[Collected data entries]
= = = =
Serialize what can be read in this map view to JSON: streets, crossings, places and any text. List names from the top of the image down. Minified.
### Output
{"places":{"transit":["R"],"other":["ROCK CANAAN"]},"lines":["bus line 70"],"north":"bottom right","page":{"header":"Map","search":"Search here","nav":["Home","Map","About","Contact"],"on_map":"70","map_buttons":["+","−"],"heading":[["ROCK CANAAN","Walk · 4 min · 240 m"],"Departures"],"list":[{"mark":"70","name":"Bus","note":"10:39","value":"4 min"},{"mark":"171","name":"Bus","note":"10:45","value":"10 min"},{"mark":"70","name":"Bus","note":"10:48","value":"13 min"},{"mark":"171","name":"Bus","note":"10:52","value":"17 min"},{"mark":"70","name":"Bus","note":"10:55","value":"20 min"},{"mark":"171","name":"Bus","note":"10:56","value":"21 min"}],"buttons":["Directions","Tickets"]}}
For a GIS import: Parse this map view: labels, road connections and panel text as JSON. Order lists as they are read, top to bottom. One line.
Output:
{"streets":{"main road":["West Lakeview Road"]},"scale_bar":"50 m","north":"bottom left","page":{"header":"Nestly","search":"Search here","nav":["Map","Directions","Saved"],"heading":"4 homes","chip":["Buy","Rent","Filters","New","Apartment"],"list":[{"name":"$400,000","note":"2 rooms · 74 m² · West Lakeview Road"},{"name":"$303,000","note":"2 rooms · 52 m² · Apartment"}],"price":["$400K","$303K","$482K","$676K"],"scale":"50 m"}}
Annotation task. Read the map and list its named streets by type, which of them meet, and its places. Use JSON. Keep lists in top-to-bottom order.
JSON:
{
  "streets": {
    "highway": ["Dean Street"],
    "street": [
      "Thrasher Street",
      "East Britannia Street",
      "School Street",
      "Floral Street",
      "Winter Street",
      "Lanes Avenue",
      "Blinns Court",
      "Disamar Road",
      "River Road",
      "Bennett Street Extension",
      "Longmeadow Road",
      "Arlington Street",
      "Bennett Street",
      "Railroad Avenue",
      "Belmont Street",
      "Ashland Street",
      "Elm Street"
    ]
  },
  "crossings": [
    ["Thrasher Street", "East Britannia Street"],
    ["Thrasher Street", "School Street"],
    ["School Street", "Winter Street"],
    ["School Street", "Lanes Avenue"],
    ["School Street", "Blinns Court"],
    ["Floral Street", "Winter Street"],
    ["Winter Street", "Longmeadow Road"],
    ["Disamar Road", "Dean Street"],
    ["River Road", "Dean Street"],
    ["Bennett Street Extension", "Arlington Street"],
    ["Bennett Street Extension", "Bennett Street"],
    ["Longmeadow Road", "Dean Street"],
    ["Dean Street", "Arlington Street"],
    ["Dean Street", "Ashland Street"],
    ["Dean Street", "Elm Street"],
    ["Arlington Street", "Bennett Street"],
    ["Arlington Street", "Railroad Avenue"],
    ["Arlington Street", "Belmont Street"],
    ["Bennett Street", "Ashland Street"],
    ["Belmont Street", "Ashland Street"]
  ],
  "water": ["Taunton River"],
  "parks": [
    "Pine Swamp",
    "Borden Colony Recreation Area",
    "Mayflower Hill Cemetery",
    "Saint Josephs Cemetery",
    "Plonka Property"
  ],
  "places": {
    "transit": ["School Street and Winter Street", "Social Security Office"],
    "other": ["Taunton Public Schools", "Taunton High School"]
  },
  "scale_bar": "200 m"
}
= = = =
● Problem details: The answer is the lines above between the line holding "For a GIS import: Parse" and the line holding "Annotation task. Read", inclusive, each written out exactly, and no others.

● Output for this exercise:
For a GIS import: Parse this map view: labels, road connections and panel text as JSON. Order lists as they are read, top to bottom. One line.
Output:
{"streets":{"main road":["West Lakeview Road"]},"scale_bar":"50 m","north":"bottom left","page":{"header":"Nestly","search":"Search here","nav":["Map","Directions","Saved"],"heading":"4 homes","chip":["Buy","Rent","Filters","New","Apartment"],"list":[{"name":"$400,000","note":"2 rooms · 74 m² · West Lakeview Road"},{"name":"$303,000","note":"2 rooms · 52 m² · Apartment"}],"price":["$400K","$303K","$482K","$676K"],"scale":"50 m"}}
Annotation task. Read the map and list its named streets by type, which of them meet, and its places. Use JSON. Keep lists in top-to-bottom order.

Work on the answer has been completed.